“Ah! I see better now,” she murmured. “I am sinking ... sinking ...”

He waited for several minutes and then resumed the questioning.

“Now tell me who you are,” he enjoined.

She faintly shook her head. Her lips trembled, as though she tried to utter several names and then abandoned all. The effort seemed beyond her. The perplexed expression on the face with the shut eyes was movingly pathetic, so that I longed to help her, though I knew not how.

“Thank you,” she murmured instantly, with a gentle smile in my direction. Our thoughts, then, already found each other!

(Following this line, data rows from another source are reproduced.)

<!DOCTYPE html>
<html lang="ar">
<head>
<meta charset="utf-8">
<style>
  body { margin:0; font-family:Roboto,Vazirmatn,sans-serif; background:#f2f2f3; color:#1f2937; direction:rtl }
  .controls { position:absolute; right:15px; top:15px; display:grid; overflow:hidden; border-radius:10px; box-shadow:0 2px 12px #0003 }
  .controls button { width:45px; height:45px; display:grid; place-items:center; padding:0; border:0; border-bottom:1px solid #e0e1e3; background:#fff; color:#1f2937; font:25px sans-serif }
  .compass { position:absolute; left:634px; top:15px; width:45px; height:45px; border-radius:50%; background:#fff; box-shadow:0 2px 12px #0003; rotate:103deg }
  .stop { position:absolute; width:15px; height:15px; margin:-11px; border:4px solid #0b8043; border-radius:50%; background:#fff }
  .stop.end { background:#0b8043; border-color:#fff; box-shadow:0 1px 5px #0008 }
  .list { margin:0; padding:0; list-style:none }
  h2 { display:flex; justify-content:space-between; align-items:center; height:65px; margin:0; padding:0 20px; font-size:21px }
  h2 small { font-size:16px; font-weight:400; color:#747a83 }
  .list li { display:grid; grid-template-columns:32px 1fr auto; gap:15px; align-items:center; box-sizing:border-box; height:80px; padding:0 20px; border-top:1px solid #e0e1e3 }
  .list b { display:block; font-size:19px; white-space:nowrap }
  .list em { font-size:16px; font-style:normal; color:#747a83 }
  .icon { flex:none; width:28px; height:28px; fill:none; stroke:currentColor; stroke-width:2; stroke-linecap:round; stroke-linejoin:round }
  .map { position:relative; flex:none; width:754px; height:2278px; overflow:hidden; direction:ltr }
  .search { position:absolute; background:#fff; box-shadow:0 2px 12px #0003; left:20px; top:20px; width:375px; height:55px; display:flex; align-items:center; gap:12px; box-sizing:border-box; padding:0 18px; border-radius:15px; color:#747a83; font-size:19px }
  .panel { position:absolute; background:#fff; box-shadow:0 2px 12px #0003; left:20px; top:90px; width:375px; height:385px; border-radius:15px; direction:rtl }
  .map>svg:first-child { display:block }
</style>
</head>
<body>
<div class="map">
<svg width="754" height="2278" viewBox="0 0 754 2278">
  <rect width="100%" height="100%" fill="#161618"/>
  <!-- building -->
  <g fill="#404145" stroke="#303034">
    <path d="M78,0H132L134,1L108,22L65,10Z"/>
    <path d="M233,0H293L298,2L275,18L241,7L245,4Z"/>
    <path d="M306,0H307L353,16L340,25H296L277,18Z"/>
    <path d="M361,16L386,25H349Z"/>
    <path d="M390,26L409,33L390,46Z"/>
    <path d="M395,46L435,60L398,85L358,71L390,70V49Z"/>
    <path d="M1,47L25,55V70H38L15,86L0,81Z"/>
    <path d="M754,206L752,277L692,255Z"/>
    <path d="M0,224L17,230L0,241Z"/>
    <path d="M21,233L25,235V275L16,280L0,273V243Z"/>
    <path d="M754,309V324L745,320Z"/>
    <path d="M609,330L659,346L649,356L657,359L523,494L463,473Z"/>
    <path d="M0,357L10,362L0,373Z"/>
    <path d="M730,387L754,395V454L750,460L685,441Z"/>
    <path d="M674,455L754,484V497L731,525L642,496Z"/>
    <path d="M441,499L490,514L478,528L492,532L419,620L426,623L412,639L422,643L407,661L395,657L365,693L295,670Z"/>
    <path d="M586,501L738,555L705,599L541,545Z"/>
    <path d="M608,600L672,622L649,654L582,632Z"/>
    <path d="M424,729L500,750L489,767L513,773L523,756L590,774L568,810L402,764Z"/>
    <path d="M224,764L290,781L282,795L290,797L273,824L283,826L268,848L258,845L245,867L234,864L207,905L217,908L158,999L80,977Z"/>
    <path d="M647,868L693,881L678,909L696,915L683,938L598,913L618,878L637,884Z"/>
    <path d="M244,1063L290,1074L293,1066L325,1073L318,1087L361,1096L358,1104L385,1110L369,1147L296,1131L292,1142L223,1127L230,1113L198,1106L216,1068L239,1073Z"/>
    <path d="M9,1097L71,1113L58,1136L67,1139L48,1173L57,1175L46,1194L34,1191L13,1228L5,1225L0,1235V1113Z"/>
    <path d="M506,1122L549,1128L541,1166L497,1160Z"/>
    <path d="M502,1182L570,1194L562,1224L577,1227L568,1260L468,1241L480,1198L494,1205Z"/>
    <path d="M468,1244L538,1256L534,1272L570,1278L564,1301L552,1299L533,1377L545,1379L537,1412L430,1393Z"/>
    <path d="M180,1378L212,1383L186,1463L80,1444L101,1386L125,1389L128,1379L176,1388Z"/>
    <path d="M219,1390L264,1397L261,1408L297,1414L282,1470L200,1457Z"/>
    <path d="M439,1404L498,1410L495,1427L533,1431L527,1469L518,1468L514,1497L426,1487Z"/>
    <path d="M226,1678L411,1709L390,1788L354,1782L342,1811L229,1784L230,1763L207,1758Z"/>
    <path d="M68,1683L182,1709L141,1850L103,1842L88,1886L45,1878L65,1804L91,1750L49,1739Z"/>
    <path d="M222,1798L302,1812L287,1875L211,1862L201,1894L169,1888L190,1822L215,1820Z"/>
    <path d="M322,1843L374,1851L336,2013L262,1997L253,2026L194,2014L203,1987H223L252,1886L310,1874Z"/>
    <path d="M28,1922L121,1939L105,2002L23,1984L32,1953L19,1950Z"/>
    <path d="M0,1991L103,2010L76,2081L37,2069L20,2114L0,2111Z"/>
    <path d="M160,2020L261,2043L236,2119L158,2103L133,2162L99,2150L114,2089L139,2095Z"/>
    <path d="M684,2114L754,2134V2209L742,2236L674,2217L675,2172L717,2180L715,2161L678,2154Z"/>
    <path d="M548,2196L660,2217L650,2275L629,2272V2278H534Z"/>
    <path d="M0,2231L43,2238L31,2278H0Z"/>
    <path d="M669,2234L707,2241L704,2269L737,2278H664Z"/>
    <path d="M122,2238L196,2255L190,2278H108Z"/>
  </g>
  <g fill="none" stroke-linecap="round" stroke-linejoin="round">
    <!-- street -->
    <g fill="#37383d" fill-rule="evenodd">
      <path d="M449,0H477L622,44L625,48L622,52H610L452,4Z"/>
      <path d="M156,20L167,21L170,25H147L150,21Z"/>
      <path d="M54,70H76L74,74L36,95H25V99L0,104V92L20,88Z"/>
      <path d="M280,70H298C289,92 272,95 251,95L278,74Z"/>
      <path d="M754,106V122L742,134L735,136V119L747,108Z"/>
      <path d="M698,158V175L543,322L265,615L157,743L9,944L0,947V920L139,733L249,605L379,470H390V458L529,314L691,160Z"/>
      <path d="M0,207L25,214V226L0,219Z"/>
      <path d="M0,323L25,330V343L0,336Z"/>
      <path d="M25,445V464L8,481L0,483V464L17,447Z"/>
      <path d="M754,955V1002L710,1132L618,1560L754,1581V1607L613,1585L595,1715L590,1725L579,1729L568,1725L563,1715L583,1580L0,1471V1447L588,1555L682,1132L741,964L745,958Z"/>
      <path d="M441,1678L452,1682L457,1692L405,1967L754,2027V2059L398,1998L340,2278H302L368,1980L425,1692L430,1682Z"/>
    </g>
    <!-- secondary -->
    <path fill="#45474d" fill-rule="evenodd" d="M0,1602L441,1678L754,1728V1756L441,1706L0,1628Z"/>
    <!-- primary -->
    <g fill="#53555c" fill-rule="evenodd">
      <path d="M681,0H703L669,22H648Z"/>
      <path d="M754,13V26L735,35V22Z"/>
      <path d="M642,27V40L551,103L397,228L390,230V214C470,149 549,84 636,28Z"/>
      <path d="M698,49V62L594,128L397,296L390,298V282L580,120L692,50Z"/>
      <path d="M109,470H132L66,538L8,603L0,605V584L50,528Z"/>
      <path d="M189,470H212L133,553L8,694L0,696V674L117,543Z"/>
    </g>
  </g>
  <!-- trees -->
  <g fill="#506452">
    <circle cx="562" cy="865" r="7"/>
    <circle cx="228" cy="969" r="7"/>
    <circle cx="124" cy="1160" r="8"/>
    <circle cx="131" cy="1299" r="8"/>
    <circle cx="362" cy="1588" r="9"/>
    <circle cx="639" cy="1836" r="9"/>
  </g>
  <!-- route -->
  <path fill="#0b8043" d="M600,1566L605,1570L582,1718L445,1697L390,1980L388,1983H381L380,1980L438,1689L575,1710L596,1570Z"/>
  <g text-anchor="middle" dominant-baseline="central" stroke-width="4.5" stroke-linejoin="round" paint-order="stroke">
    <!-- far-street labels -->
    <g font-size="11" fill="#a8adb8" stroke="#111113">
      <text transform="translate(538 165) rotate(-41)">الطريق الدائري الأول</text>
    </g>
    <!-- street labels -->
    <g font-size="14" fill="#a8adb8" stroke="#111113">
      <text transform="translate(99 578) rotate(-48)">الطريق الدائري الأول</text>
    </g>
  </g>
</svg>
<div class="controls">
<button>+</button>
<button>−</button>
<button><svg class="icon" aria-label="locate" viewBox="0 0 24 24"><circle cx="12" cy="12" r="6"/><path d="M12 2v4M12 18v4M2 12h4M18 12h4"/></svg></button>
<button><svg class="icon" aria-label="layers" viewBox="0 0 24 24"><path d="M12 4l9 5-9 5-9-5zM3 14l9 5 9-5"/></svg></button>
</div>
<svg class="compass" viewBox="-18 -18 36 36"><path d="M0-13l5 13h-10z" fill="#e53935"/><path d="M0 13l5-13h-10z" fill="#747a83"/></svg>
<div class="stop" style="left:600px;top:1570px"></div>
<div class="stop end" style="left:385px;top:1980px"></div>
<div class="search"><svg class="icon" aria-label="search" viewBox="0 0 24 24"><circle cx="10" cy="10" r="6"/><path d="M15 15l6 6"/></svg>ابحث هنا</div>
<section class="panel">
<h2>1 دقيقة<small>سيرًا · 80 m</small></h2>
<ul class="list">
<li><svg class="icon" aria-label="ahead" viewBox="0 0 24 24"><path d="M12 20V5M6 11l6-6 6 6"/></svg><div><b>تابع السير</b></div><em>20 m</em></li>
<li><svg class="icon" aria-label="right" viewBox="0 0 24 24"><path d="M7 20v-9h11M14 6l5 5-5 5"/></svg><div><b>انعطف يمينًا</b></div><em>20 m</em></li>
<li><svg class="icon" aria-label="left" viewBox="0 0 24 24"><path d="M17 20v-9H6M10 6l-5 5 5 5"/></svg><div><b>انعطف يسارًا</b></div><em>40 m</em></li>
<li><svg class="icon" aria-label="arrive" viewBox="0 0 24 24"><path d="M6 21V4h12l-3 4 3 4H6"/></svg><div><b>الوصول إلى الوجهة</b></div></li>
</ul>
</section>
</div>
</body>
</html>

“Tell me who you are,” Julius repeated firmly. “It is not the name I ask.”

She answered distinctly, with a smile:

“A mother. I am soon to be a mother and give birth.”

He glanced at me significantly. There was both joy and sadness in his eyes. But it was not this disclosure that he sought. She was still entangled in the personality of To-day. It was far older layers of memory and experience that he wished to read. “Once she gets free from this,” he whispered, “it will go with leaps and bounds, whole centuries at a time.” And again I knew by the smile hovering round the lips that she had heard and understood.

“Pass deeper; pass beyond,” he continued, with more authority in the tone. “Drive through—sink down into what lies so far behind.”